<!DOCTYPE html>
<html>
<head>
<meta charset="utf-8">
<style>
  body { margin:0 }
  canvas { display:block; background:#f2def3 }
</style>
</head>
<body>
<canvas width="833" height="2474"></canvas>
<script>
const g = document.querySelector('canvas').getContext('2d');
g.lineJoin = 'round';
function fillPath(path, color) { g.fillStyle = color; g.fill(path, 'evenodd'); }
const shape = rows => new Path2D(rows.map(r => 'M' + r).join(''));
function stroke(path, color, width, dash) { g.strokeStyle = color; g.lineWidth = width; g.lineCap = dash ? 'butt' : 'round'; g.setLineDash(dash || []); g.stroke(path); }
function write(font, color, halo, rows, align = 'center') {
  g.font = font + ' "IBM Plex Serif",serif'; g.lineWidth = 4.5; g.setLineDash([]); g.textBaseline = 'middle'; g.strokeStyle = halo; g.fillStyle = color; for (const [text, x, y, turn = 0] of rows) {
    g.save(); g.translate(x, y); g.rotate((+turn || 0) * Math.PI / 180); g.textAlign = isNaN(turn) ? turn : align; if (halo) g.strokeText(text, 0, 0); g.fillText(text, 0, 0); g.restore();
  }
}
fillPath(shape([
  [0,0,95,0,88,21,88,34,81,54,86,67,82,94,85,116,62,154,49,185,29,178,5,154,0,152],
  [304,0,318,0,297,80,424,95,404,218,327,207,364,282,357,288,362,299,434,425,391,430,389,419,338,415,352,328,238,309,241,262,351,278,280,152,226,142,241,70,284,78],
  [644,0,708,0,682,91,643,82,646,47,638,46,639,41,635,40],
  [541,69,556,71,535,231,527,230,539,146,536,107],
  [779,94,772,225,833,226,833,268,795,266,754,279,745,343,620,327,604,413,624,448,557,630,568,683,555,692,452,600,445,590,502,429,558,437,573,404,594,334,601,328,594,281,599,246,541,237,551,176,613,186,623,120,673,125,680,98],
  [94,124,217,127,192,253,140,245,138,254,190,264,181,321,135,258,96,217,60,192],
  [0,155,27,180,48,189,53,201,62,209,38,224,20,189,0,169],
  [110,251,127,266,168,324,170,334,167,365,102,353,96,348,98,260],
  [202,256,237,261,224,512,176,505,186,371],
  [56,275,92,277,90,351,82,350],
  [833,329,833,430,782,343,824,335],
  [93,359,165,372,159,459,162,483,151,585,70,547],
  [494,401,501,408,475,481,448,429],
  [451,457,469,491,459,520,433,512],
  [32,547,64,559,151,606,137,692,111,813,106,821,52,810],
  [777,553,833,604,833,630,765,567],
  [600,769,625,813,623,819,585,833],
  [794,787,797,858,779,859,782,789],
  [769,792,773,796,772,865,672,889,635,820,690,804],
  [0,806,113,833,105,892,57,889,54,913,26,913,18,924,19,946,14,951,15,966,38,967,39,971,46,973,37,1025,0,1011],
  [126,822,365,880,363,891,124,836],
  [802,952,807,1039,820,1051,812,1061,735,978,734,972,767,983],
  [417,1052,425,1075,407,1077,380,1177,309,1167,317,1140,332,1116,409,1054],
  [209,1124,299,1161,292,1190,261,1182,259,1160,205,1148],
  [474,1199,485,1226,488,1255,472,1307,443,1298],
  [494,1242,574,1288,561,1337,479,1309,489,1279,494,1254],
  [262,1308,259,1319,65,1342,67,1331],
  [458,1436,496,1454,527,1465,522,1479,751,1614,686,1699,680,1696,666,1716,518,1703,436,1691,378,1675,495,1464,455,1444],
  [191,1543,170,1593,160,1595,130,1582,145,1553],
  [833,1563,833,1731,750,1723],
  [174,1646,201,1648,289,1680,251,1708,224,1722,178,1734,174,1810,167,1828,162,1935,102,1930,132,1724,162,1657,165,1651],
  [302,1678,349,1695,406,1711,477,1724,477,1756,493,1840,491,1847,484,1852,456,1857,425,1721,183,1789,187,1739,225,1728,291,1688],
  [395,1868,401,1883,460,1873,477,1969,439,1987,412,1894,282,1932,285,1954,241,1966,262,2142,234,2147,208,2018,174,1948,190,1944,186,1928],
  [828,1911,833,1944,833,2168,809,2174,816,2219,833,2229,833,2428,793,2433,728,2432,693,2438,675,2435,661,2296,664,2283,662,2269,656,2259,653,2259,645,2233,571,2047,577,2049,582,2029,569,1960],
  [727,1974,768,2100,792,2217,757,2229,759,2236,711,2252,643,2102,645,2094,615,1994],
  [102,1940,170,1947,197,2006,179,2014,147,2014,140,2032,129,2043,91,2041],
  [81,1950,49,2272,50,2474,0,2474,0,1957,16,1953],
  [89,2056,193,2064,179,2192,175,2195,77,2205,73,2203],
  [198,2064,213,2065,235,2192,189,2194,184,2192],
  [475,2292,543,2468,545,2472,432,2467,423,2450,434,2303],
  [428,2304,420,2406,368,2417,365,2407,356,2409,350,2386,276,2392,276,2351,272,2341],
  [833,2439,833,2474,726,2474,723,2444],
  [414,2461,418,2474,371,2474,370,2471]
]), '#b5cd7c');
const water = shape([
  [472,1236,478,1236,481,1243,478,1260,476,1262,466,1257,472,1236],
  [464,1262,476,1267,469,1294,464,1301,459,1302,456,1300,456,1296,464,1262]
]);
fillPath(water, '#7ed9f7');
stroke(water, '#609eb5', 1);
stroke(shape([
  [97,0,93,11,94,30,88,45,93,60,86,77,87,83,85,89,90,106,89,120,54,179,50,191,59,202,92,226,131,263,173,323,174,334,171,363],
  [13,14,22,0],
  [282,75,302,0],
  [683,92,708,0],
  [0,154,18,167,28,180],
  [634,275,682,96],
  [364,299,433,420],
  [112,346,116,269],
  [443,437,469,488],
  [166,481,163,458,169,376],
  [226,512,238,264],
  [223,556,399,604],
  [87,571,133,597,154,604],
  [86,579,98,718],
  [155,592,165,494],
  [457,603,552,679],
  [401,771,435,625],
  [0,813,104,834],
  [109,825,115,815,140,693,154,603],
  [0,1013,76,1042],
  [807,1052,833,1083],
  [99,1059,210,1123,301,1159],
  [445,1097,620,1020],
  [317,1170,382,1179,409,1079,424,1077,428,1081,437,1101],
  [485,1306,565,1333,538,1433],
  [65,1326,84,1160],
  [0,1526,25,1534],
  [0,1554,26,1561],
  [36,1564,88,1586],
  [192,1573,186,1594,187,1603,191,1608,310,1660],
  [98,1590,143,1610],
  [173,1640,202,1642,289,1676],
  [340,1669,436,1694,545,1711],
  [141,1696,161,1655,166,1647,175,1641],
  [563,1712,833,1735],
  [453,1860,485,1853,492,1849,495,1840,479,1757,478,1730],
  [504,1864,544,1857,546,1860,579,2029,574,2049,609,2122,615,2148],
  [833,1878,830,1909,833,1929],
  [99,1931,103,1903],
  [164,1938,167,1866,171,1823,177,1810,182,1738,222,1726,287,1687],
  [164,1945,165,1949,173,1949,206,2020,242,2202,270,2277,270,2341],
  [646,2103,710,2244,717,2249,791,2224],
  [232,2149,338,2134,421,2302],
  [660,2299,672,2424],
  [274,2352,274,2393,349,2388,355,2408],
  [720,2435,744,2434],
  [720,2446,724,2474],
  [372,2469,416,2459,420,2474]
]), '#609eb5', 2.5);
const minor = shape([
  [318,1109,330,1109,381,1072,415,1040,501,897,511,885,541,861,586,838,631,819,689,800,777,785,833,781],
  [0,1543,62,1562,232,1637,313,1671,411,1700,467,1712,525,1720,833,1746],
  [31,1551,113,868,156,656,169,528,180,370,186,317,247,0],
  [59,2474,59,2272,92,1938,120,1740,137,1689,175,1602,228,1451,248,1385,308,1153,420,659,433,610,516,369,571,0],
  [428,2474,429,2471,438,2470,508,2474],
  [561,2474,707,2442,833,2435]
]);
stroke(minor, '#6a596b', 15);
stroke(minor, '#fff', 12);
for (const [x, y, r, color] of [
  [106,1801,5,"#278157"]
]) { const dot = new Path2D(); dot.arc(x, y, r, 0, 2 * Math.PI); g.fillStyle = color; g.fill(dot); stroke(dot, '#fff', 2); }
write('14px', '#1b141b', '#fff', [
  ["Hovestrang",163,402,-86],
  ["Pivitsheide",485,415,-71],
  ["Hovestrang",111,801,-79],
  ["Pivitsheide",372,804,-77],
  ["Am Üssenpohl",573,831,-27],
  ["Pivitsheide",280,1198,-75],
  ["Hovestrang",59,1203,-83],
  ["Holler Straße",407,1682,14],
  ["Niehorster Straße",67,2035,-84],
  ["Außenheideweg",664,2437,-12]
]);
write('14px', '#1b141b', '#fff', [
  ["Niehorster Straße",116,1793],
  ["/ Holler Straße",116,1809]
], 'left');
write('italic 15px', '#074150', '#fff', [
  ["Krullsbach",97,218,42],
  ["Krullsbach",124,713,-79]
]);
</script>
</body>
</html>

§ **WORK INSTRUCTION**
Determine the number of lines in the data that include the string "water". Only that number belongs in the answer.

§ **OUTPUT FOR THIS TASK**
3